My final objective is to create a column called 'Status' that indicates if active or cancelled based on the name of a sheet. I need it to check if the sheetname start with the word 'Full Member List'. If so then Active, else the Status column should be Cancelled. How do I do this below? I only need help with the one line in this code where I have commented #need help with below line. I get an invalid syntax error for that line
My attempt-
import pandas as pd
import os
from openpyxl import load_workbook
cols_to_drop = ['PSI ID','PSIvet Region','PSIvet region num','Fax','County','Ship state']
column_name_update_map = {'Account name': 'Company Name','Billing address':'Address','Billing city':'City','Billing State':'State','Billing state':'State'}
for file in os.listdir("C:/Users/hh/Desktop/autotranscribe/python/Matching"):
if file.startswith("PSI"):
dfs = pd.read_excel(file, sheet_name=None,skiprows=5)
output = dict()
for ws, df in dfs.items():
if any(ws.startswith(x) for x in ["New Members", "PVCC"]):
continue
temp = df
#need help with below line
temp['Status'] = "Active" if any(ws.startwith(x) for x in == "Full Member List" else "Cancelled" )
#drop unneeded columns
temp = df.drop(cols_to_drop, errors="ignore", axis=1)
#rename columns
temp = temp.rename(columns=column_name_update_map)
#drop empty columns
temp = temp.dropna(how="all", axis=1)
temp['Partner'] = "PSI"
output[ws] = temp
writer = pd.ExcelWriter(f'{file.replace(".xlsx","")} (updated headers).xlsx')
for ws, df in output.items():
df.to_excel(writer, index=None, sheet_name=ws)
writer.save()
writer.close()
CodePudding user response:
I think you need to:
- fix the indenting in your code on the line reading
temp = df
- fix the typo "startwith" to be
startswith
- consider adding logic to ignore files containing
(updated headers)
- change the line you are asking about to this:
temp['Status'] = "Active" if ws.startswith("Full Member List") else "Cancelled"

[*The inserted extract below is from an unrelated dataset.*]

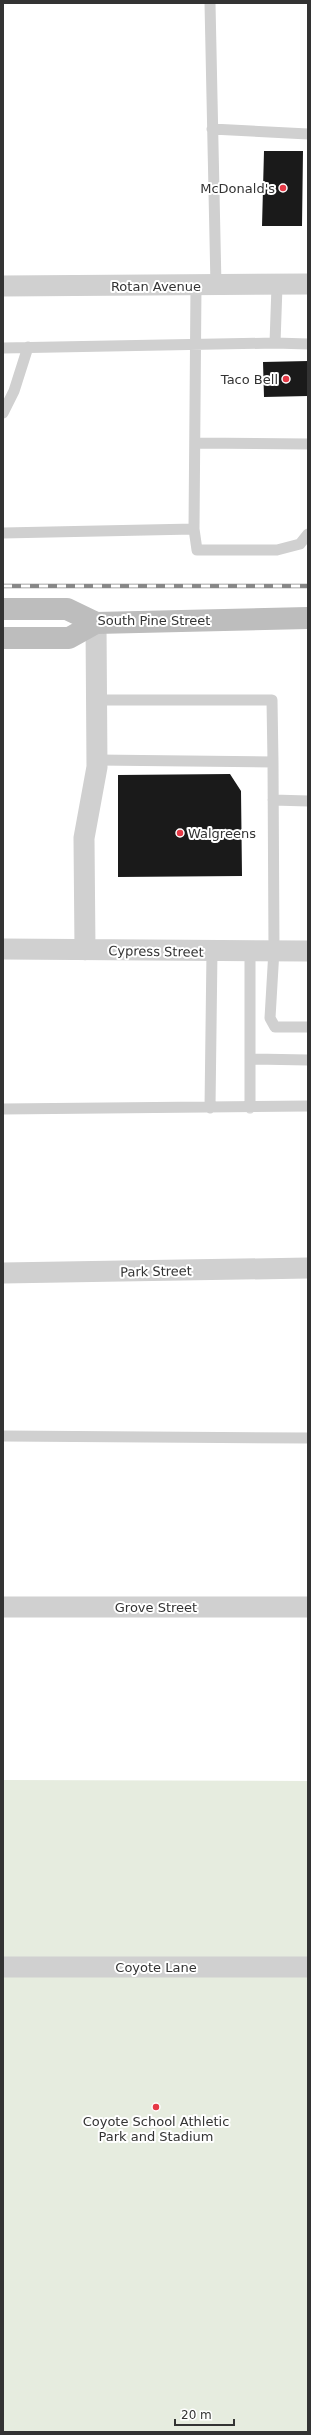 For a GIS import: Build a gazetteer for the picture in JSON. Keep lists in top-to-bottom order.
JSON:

An updated version of your code looks like this:
import pandas as pd
import os
from openpyxl import load_workbook
cols_to_drop = ['PSI ID','PSIvet Region','PSIvet region num','Fax','County','Ship state']
column_name_update_map = {'Account name': 'Company Name','Billing address':'Address','Billing city':'City','Billing State':'State','Billing state':'State'}
for file in os.listdir("."):
if file.startswith("PSI") and "(updated headers)" not in file:
dfs = pd.read_excel(file, sheet_name=None,skiprows=5)
output = dict()
for ws, df in dfs.items():
if any(ws.startswith(x) for x in ["New Members", "PVCC"]):
continue
temp = df
temp['Status'] = "Active" if ws.startswith("Full Member List") else "Cancelled"
#drop unneeded columns
temp = df.drop(cols_to_drop, errors="ignore", axis=1)
#rename columns
temp = temp.rename(columns=column_name_update_map)
#drop empty columns
temp = temp.dropna(how="all", axis=1)
temp['Partner'] = "PSI"
output[ws] = temp
writer = pd.ExcelWriter(f'{file.replace(".xlsx","")} (updated headers).xlsx')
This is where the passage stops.